** Task inputs follows **
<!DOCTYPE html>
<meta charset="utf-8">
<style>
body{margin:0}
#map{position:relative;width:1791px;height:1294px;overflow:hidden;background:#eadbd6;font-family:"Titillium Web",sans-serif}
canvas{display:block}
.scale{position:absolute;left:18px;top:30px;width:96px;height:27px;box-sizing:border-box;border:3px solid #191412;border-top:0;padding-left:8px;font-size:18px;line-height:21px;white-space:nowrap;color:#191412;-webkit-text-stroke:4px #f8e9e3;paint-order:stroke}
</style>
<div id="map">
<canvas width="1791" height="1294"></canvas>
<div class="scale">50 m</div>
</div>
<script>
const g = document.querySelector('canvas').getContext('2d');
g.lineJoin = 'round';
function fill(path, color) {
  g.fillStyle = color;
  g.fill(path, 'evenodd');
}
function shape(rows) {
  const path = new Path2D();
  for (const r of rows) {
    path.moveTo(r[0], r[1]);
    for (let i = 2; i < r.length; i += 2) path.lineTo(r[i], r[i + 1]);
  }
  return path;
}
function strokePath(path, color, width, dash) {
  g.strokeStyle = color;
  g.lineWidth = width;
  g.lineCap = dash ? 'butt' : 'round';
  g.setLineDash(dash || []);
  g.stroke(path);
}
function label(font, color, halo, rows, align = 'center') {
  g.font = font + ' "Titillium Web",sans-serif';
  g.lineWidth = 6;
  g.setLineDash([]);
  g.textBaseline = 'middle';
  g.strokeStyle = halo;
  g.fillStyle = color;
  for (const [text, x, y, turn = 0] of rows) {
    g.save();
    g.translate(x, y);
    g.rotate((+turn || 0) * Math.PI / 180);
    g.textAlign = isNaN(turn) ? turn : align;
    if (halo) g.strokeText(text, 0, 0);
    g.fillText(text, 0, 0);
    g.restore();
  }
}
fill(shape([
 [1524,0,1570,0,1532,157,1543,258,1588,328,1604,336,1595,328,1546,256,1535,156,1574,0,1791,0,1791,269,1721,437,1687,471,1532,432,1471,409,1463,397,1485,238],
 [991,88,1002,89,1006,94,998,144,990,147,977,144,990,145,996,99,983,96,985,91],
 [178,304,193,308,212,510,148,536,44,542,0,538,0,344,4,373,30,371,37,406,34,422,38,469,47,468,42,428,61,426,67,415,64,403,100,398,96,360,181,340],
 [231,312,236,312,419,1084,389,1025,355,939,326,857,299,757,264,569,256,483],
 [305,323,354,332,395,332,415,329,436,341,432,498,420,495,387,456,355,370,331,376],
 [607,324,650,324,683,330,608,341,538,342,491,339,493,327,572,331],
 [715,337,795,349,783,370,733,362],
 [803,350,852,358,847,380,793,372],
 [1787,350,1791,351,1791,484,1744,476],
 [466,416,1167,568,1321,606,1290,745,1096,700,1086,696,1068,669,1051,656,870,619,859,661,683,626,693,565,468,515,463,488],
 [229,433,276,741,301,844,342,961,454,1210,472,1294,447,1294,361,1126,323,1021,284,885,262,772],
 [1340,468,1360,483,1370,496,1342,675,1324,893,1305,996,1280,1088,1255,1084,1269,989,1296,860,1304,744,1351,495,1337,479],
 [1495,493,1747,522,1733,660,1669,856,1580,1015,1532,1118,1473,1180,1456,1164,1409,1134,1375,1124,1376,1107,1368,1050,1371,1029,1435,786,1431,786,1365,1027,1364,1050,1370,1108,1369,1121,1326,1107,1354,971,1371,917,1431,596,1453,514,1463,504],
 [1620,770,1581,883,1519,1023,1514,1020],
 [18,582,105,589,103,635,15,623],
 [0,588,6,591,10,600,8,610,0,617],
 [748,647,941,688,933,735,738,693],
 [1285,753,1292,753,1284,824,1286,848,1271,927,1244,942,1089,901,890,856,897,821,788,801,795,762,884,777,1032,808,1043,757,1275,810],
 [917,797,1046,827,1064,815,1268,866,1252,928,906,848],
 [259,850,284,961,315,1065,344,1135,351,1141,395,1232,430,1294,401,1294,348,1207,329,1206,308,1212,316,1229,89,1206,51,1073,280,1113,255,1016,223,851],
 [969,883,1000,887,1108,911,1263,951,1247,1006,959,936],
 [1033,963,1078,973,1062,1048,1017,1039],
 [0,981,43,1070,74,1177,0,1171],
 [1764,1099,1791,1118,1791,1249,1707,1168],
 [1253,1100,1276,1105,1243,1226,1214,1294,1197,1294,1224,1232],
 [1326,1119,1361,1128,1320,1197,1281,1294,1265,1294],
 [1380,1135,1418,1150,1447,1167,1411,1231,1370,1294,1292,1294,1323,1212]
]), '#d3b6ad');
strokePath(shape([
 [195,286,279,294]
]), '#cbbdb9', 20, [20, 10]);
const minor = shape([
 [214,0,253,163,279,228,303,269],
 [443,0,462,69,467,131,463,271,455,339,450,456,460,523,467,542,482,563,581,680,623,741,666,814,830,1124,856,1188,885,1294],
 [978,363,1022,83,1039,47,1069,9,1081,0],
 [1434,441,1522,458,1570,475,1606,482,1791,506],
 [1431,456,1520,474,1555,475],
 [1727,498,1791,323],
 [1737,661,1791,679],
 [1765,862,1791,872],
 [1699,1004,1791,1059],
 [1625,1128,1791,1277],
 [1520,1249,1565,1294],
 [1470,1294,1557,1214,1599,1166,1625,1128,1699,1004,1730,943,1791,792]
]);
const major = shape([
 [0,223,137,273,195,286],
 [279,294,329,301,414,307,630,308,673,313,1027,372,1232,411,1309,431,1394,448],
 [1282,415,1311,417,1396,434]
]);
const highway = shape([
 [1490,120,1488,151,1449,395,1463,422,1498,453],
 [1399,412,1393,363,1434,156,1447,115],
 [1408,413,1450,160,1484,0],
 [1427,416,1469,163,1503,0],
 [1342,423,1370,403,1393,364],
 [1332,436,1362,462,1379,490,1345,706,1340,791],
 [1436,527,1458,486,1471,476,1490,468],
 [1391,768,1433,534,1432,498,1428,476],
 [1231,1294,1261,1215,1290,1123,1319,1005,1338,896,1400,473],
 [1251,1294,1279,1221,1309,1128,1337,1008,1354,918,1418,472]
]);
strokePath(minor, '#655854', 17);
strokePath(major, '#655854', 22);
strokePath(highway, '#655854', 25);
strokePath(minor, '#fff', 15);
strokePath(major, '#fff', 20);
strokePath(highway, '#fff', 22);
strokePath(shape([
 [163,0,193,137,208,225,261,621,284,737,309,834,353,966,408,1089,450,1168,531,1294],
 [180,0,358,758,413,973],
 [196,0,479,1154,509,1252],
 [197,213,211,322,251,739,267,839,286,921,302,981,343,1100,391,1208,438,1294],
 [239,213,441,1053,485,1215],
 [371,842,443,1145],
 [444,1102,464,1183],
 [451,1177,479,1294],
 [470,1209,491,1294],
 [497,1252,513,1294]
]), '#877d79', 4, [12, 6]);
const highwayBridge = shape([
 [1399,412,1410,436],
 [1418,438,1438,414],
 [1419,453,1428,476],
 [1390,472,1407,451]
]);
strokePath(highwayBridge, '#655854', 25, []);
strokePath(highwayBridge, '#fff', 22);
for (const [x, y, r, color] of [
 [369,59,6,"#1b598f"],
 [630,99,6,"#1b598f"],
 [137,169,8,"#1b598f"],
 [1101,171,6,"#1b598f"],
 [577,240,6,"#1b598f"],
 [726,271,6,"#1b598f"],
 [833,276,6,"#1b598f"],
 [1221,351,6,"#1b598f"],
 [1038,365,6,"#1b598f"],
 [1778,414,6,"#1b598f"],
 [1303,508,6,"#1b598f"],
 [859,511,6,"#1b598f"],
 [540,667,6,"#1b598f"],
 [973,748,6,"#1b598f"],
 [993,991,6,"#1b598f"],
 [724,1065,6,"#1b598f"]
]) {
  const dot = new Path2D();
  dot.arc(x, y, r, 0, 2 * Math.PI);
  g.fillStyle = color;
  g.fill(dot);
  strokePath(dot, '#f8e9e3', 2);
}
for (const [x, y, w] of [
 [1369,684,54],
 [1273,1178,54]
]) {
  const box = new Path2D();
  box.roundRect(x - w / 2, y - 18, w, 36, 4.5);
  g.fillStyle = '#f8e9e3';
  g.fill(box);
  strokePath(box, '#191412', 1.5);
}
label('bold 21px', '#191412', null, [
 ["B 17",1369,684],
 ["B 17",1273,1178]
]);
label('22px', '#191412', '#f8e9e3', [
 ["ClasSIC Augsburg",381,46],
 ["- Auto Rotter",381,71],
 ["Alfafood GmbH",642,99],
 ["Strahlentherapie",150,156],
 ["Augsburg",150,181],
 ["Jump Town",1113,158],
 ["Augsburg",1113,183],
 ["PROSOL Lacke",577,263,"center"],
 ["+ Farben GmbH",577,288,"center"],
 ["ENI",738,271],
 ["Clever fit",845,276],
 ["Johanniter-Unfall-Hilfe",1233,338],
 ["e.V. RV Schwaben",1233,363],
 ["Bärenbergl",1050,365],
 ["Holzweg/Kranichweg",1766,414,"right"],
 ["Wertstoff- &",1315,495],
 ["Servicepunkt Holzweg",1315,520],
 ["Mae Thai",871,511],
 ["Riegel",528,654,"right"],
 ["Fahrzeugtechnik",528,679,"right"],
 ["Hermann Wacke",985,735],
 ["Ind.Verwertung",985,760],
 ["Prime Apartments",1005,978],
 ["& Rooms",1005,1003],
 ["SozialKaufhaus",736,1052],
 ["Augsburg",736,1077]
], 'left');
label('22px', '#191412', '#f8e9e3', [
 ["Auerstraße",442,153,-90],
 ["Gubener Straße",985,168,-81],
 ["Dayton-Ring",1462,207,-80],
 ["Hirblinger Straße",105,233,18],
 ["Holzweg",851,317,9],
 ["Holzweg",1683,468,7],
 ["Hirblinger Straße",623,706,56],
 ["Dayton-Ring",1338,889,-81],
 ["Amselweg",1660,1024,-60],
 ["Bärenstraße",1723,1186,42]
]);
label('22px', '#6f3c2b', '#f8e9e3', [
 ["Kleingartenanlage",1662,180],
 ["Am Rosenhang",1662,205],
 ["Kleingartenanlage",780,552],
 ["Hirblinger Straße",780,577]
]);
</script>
** End of Task inputs **
# Task to carry out
Every line of the listing that includes "strokeStyle" must be shown.

# Final answer
  g.strokeStyle = color;
  g.strokeStyle = halo;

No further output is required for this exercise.